Spearman’s correlation analysis was conducted to examine the associations between the asymmetry indices and the psychological measures. The specific method was selected because our data did not demonstrate a normal distribution.58) In addition, a 5,000 bootstrap resampling technique was applied to address issues related to multiple comparisons.59) Further correlation analysis was executed between the asymmetry indices and the psychological measures based on the groups created by the median split. Within those groups, the correlation between the SBQ-R and alpha asymmetry indices (i.e., low alpha asymmetry, high alpha asymmetry, and alpha asymmetry) was examined in each ROI. Considering that the majority of our participants were females, sex was controlled for in all correlation analysis.

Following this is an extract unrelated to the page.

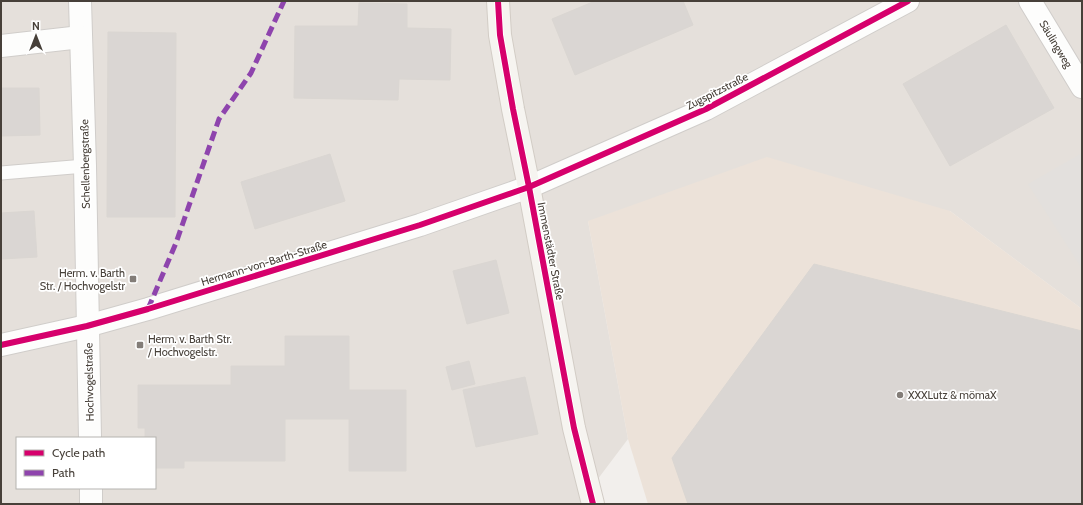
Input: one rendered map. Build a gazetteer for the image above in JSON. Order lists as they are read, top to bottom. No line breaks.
{"streets":{"street":["Säulingweg","Zugspitzstraße","Schellenbergstraße","Immenstädter Straße","Hermann-von-Barth-Straße","Hochvogelstraße"]},"crossings":[["Zugspitzstraße","Immenstädter Straße"],["Zugspitzstraße","Hermann-von-Barth-Straße"],["Schellenbergstraße","Hermann-von-Barth-Straße"],["Schellenbergstraße","Hochvogelstraße"],["Immenstädter Straße","Hermann-von-Barth-Straße"],["Hermann-von-Barth-Straße","Hochvogelstraße"]],"places":{"transit":["Herm. v. Barth Str. / Hochvogelstr","Herm. v. Barth Str. / Hochvogelstr."],"other":["XXXLutz & mömaX"]},"legend":["Cycle path","Path"],"north":"top"}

Afterwards, independent t tests were performed to examine if scores on cognitive flexibility and trait and state rumination differed depending on history of prior suicide attempt and scores on the SBQ-R.

RESULTS

Descriptive Statistics

Descriptive statistics of the psychological measures and the asymmetry indices of alpha, low alpha, and high alpha in the frontal region are presented in Table 1. The mean and standard deviation for CFI, RRQS, RRQT, BDI-II, BAI, and SBQ-R were 81.36 ± 19.04, 70.73 ± 12.34, 75.94 ± 12.80, 22.21 ± 15.30, 41.20 ± 13.92, and 8.97 ± 4.75, respectively. The mean and the standard deviation of the asymmetry indices at each frontal site were as follows; FP1–FP2 (alpha, 0.63 ± 6.57; low alpha, 0.91 ± 7.68; high alpha, 0.48 ± 6.32), F3–F4 (alpha, 1.91 ± 4.66; low alpha, 2.47 ± 5.98; high alpha, 1.54 ± 4.83), F7–F8 (alpha, 4.33 ± 7.40; low alpha, 4.96 ± 9.29; high alpha, 3.88 ± 6.98). The asymmetry indices were indicative of a higher relative alpha activity in the left hemisphere, which aligns with previous findings in patients with depression.

Table 1.

Demographic information of the participants including means and standard deviations

Variable Participant (n = 66) LD group (n = 28) RD group (n = 28) p value
Sex 0.001
 Male 15 (22.7) 11 (39.3) 1 (30.6)
 Female 51 (77.3) 17 (60.7) 27 (960.4)
Age (yr) 44.77 ± 13.62 46.39 ± 11.54 40.86 ± 15.65 0.139
Education (yr) 12.77 ± 6.41 13.93 ± 9.05 11.78 ± 3.47 0.255
Past suicide attempt 0.406
 Yes 24 (36.4) 8 (28.6) 11 (39.3)
 No 42 (63.6) 20 (71.4) 17 (60.7)
CFI 81.36 ± 19.04 82.68 ± 16.27 80.25 ± 20.31 0.623
RRQS 70.73 ± 12.34 71.11 ± 11.10 76.86 ± 15.40 0.842
RRQT 75.94 ± 12.80 75.07 ± 11.45 70.39 ± 15.19 0.624
BDI-II 22.21 ± 15.30 19.64 ± 13.40 23.39 ± 16.43 0.354
HAM-D 14.65 ± 6.80 13.43 ± 7.13 15.57 ± 5.92 0.228
BAI 41.20 ± 13.92 39.29 ± 12.77 41.96 ± 14.70 0.469
SBQ-R 8.97 ± 4.75 8.21 ± 4.43 9.54 ± 4.83 0.290
Alpha asymmetry index of FP1–FP2
 Low alpha band 0.91 ± 7.68 3.17 ± 5.01 −0.81 ± 8.55 0.038
 High alpha band 0.48 ± 6.32 2.13 ± 3.30 −0.33 ± 7.92 0.134
 Alpha band 0.63 ± 6.57 2.52 ± 3.57 −0.56 ± 7.89 0.068
Alpha asymmetry index of F3–F4
 Low alpha band 2.47 ± 5.98 5.59 ± 4.58 −0.33 ± 5.63 < 0.001
 High alpha band 1.54 ± 4.83 3.52 ± 4.22 0.02 ± 5.04 0.007
 Alpha band 1.91 ± 4.66 4.32 ± 3.51 −0.02 ± 4.74 < 0.001
Alpha asymmetry index of F7–F8
 Low alpha band 4.96 ± 9.29 12.27 ± 6.95 −2.68 ± 6.17 < 0.001
 High alpha band 3.88 ± 6.98 9.56 ± 3.76 −2.01 ± 5.37 < 0.001
 Alpha band 4.33 ± 7.40 10.64 ± 4.24 −2.19 ± 5.25 < 0.001

Values are presented as number (%) or mean ± standard deviation.

LD group, left-dominant group; RD group, right-dominant group; CFI, Cognitive Flexibility Inventory; RRQS, Rumination Reflection Questionnaire-State; RRQT, Rumination Reflection Questionnaire-Trait; BDI-II, Beck Depression Inventory II; HAM-D, Hamilton Rating Scale for Depression; BAI, Beck Anxiety Inventory; SBQ-R, Suicidal Behavior Questionnaire-Revised.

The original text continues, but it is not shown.